>>>

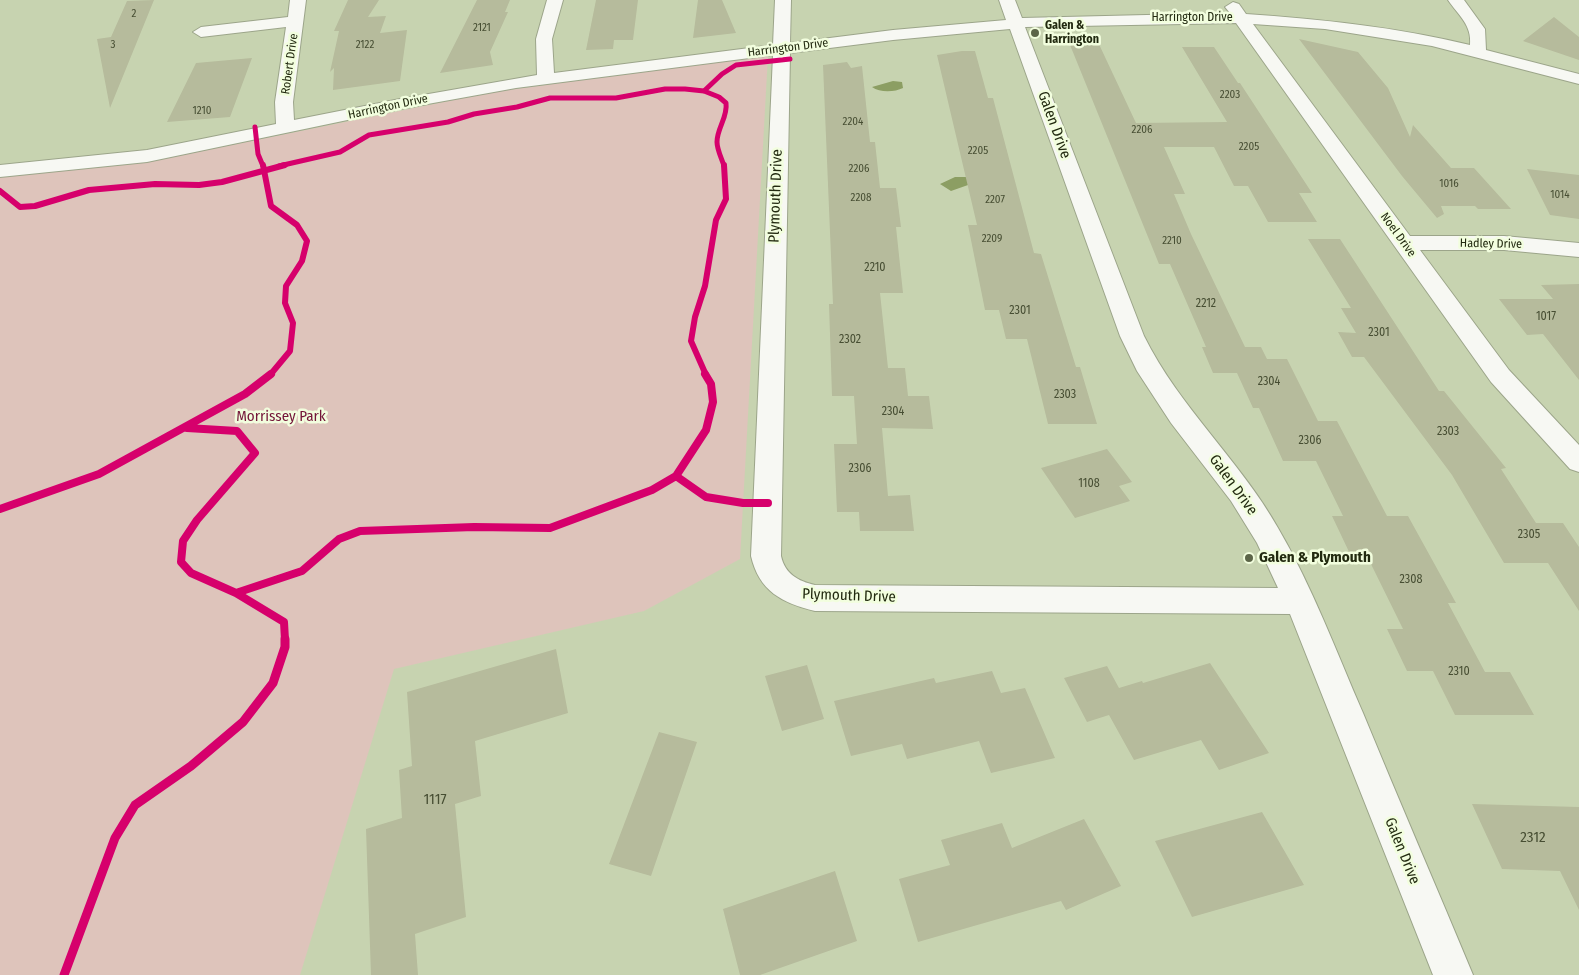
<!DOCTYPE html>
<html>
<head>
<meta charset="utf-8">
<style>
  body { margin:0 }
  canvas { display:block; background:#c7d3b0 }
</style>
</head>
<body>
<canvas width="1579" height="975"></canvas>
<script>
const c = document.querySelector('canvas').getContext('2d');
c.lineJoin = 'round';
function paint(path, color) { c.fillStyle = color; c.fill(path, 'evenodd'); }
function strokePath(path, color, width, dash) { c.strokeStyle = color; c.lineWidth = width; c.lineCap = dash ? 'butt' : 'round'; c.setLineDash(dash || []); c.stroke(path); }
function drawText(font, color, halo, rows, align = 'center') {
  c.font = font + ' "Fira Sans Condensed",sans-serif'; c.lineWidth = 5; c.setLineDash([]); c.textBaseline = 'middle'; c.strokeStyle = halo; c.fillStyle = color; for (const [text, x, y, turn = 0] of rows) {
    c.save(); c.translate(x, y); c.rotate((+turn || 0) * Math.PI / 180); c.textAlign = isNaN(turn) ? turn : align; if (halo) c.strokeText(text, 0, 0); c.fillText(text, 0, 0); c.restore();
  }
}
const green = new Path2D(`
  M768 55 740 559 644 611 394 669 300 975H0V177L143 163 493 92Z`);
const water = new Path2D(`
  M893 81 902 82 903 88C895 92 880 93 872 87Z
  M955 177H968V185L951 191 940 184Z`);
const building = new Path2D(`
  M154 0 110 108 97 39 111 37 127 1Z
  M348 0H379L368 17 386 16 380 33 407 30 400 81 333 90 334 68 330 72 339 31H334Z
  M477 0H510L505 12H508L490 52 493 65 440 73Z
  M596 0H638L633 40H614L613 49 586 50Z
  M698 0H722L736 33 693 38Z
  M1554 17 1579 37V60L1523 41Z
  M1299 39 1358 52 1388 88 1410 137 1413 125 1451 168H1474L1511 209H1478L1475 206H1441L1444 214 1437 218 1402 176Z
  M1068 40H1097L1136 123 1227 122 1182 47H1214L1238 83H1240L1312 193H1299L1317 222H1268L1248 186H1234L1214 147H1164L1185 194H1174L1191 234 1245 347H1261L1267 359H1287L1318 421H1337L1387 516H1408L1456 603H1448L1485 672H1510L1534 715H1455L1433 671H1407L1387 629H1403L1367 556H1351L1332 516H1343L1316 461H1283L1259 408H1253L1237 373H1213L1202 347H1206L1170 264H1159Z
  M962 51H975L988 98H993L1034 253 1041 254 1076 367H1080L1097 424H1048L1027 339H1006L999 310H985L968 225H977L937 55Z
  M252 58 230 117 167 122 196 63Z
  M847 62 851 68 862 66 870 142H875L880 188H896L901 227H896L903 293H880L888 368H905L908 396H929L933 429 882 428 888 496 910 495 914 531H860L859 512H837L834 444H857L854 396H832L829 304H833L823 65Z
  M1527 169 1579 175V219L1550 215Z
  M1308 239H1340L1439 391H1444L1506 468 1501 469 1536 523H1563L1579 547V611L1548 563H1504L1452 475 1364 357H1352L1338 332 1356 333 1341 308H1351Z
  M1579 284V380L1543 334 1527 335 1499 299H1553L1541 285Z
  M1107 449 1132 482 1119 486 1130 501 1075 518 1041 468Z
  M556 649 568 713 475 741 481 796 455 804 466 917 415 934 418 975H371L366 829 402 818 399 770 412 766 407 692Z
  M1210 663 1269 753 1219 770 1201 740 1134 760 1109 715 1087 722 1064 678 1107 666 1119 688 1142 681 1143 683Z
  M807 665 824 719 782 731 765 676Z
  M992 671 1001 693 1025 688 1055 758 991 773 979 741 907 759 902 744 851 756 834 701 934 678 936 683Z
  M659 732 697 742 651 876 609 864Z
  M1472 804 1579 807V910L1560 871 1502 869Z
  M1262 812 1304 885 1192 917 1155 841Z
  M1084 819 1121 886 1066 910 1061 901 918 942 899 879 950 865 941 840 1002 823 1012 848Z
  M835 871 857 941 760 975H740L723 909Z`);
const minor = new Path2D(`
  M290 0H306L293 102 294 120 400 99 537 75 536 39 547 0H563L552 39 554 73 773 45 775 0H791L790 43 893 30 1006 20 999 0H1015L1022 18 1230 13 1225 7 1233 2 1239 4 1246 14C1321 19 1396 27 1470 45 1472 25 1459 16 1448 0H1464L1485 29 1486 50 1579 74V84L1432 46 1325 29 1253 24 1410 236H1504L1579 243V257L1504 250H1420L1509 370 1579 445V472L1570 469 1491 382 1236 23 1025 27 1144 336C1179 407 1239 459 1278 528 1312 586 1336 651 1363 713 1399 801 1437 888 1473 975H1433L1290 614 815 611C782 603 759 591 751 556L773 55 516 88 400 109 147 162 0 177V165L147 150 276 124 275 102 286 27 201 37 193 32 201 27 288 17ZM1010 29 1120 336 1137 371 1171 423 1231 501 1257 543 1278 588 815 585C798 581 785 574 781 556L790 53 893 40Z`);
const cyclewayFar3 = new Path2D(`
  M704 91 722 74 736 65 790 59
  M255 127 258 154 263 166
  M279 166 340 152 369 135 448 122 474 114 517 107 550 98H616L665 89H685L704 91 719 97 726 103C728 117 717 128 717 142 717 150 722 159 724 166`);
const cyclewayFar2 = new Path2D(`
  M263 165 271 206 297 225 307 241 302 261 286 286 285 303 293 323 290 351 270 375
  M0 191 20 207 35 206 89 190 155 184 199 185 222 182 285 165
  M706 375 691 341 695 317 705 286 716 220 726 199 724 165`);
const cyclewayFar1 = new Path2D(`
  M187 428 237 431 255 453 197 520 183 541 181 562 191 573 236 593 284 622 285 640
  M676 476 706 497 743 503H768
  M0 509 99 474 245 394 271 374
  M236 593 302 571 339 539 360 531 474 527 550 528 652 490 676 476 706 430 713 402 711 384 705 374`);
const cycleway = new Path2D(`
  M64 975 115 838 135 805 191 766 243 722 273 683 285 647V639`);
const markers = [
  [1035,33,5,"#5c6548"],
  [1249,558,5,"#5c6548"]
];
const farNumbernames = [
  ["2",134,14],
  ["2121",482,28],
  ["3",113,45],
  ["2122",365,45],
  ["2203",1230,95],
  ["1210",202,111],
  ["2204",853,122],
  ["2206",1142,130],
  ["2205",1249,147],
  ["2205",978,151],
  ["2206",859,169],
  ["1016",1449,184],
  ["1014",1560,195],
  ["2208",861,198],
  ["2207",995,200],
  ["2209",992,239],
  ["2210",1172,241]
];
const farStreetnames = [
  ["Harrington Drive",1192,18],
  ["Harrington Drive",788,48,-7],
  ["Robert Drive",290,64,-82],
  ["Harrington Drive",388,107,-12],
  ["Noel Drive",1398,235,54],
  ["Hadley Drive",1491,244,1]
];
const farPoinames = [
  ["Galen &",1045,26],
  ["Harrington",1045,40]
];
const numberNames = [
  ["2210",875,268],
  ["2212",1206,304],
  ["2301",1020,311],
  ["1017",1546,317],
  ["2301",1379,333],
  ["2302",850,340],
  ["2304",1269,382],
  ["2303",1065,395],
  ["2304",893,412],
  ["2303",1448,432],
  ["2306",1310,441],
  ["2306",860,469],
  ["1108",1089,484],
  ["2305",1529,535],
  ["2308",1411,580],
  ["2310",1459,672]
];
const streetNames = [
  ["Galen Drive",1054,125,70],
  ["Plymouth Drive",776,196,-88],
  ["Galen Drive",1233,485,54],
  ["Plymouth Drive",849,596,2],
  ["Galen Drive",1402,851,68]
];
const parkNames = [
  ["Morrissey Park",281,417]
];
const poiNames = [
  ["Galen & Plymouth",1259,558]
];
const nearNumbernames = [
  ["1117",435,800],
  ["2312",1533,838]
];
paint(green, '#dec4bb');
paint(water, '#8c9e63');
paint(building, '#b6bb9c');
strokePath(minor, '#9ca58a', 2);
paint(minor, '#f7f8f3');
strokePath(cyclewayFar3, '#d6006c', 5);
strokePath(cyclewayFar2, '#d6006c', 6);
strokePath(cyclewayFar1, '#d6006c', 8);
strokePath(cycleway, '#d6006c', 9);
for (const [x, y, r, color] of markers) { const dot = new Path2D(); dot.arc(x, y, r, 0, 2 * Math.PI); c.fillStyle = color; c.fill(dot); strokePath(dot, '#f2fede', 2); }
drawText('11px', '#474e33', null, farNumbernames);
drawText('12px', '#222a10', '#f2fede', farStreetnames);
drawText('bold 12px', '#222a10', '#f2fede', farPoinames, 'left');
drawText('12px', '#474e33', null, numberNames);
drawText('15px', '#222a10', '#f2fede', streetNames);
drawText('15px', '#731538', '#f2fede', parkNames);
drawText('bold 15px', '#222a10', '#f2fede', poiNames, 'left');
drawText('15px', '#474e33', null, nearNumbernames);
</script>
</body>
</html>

<<<
>>>

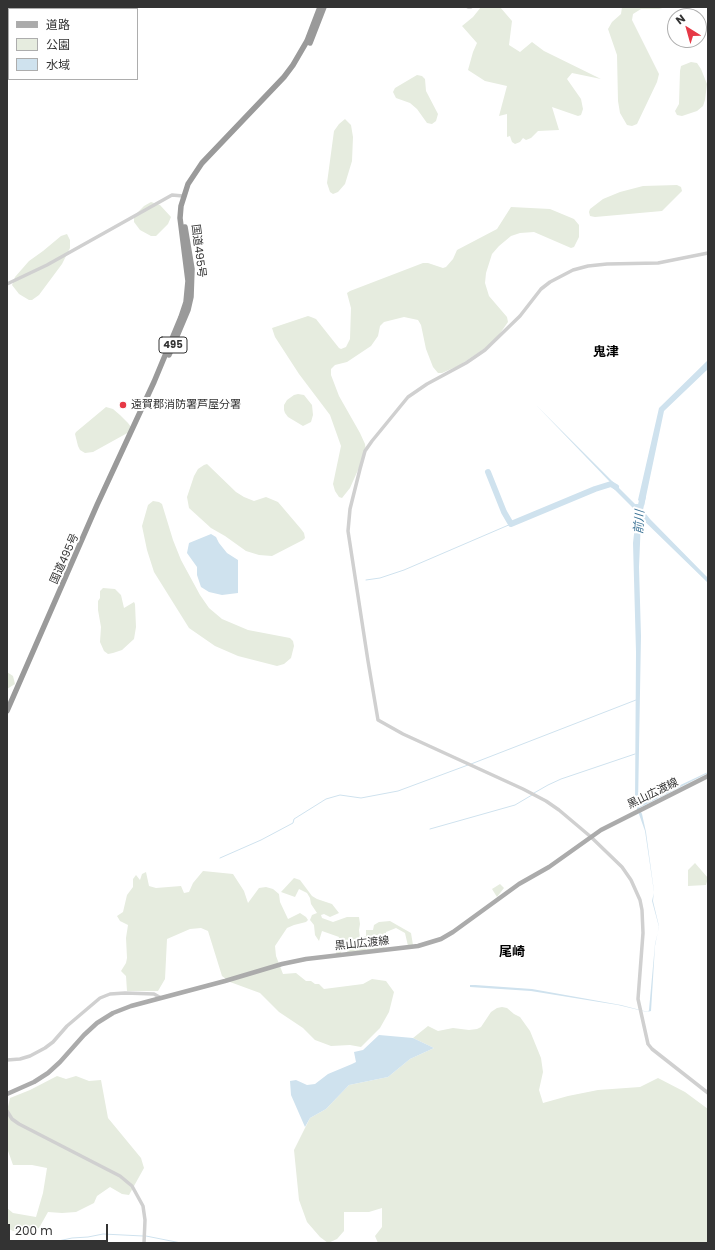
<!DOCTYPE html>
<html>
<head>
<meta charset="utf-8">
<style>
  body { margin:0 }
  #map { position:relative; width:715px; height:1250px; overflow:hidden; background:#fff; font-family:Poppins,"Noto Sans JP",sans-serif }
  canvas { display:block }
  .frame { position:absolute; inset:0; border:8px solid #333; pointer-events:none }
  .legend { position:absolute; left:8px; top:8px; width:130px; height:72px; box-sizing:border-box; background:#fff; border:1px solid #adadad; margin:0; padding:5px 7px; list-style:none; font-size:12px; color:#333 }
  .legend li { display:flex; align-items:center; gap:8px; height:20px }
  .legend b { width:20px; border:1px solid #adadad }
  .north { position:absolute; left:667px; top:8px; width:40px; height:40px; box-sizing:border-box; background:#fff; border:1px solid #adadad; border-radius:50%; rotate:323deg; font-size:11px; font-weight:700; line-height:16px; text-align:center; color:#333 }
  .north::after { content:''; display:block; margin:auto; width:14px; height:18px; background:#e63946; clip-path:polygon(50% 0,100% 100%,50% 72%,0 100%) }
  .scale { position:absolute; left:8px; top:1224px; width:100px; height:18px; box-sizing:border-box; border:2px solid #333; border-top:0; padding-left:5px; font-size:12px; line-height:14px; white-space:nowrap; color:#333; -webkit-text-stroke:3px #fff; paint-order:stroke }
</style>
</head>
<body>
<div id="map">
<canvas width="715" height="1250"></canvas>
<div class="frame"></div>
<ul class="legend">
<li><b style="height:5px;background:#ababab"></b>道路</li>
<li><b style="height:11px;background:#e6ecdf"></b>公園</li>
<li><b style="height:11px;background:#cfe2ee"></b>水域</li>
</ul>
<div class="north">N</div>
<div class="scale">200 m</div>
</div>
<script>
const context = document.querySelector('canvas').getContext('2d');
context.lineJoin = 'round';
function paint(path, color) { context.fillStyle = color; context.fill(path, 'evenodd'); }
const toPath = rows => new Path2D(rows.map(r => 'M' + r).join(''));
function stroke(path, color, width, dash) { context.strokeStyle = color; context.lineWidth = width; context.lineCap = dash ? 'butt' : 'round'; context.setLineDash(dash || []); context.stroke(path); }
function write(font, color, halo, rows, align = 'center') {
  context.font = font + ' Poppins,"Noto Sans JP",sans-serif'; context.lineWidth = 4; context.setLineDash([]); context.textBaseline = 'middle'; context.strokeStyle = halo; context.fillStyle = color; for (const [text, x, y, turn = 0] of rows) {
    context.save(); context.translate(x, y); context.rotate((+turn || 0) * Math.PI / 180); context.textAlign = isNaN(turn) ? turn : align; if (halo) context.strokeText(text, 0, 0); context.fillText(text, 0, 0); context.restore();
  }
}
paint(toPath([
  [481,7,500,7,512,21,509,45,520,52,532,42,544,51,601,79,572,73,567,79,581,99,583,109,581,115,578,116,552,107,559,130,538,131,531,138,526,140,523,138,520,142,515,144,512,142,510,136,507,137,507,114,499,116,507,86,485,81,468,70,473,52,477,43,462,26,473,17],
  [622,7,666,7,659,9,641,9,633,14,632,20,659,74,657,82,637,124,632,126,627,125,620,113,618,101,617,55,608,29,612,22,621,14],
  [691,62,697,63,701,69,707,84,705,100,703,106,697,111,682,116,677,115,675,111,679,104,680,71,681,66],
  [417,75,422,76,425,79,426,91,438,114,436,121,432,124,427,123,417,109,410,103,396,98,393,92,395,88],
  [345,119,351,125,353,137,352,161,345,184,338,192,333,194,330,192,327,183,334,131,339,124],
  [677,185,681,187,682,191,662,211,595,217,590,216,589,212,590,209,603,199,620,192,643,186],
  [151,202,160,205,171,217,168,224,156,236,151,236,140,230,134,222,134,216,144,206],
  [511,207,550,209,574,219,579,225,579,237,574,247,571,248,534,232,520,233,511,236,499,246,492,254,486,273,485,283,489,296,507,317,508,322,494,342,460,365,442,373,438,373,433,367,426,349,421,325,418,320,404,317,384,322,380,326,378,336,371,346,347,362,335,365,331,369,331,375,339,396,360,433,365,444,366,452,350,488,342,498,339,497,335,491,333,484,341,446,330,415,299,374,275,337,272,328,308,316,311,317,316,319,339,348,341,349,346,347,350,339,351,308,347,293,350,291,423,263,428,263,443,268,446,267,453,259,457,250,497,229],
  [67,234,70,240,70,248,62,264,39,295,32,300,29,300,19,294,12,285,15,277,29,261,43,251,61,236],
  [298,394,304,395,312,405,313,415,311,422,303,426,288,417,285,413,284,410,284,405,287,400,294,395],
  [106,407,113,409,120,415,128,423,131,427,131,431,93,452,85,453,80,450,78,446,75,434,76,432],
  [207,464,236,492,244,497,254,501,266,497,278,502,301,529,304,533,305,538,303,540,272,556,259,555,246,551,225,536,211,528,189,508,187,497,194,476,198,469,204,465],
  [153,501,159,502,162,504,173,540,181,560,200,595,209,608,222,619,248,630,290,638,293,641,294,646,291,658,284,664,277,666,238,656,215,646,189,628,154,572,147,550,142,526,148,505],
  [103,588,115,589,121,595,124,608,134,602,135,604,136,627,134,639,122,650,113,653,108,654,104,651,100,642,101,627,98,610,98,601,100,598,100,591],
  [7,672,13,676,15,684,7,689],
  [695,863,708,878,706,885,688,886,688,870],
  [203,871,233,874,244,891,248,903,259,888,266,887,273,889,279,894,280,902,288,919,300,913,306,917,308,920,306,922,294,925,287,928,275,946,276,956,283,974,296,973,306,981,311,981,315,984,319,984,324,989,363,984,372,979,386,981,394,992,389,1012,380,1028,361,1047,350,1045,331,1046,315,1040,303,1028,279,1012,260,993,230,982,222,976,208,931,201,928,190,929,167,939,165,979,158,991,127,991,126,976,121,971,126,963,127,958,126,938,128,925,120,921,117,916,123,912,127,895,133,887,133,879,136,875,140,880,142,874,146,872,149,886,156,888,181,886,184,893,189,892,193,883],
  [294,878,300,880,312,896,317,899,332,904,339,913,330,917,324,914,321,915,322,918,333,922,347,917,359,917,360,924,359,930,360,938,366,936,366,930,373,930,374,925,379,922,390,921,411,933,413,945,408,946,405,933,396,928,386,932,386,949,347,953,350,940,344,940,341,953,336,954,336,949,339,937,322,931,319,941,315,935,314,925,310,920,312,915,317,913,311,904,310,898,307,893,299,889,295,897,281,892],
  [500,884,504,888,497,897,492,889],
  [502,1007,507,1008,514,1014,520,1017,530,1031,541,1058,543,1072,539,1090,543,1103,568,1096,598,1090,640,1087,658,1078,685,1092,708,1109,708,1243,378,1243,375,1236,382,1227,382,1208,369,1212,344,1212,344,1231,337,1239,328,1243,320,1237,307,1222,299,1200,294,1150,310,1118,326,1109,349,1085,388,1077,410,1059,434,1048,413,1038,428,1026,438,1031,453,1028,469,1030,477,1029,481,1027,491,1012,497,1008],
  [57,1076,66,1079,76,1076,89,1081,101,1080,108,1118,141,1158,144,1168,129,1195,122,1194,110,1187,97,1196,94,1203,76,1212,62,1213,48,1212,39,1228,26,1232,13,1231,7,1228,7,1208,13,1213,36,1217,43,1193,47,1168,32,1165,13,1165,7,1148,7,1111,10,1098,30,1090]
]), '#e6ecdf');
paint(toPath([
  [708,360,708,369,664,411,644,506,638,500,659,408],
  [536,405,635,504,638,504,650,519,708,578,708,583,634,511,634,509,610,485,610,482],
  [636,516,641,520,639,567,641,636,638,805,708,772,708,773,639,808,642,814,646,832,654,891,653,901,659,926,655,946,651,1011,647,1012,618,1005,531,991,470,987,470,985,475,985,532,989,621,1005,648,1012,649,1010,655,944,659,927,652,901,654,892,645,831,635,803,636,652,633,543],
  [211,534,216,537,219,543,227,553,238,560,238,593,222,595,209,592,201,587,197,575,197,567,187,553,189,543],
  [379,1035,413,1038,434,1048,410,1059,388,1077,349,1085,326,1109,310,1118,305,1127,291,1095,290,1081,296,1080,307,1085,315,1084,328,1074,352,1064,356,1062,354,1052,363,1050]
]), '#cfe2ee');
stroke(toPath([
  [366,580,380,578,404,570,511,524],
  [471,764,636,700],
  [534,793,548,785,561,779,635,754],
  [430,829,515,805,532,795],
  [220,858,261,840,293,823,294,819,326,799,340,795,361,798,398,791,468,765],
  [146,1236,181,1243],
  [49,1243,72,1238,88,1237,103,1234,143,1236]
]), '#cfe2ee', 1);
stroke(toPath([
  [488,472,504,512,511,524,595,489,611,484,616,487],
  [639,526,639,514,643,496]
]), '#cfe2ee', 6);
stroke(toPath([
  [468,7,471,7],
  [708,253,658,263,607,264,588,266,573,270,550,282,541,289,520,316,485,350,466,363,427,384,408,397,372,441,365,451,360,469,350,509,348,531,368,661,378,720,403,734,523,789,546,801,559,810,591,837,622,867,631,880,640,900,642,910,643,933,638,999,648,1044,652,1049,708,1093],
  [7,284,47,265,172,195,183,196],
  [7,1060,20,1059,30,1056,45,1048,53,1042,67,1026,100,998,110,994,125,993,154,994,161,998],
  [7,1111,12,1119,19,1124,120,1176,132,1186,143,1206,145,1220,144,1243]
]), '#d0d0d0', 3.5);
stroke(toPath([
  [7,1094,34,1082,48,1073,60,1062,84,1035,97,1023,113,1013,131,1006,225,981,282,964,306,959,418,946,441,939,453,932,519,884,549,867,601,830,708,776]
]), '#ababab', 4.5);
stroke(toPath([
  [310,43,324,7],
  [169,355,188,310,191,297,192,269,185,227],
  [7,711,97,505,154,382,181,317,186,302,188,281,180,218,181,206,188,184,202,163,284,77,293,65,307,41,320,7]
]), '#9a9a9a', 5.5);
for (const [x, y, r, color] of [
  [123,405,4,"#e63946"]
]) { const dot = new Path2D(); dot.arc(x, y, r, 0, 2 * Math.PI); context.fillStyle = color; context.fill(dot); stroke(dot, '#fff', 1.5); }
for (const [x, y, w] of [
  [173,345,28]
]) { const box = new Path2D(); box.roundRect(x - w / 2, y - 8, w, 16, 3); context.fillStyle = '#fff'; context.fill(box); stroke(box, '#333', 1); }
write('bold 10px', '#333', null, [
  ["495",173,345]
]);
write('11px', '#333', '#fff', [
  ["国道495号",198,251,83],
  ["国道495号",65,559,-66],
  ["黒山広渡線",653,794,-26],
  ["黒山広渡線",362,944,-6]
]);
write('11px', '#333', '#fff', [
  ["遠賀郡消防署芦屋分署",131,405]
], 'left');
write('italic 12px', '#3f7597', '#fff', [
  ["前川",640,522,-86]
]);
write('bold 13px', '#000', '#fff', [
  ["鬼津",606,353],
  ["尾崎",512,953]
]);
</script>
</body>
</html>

<<<

Each line in the data that holds the string "restore" must be returned.

    c.save(); c.translate(x, y); c.rotate((+turn || 0) * Math.PI / 180); c.textAlign = isNaN(turn) ? turn : align; if (halo) c.strokeText(text, 0, 0); c.fillText(text, 0, 0); c.restore();
    context.save(); context.translate(x, y); context.rotate((+turn || 0) * Math.PI / 180); context.textAlign = isNaN(turn) ? turn : align; if (halo) context.strokeText(text, 0, 0); context.fillText(text, 0, 0); context.restore();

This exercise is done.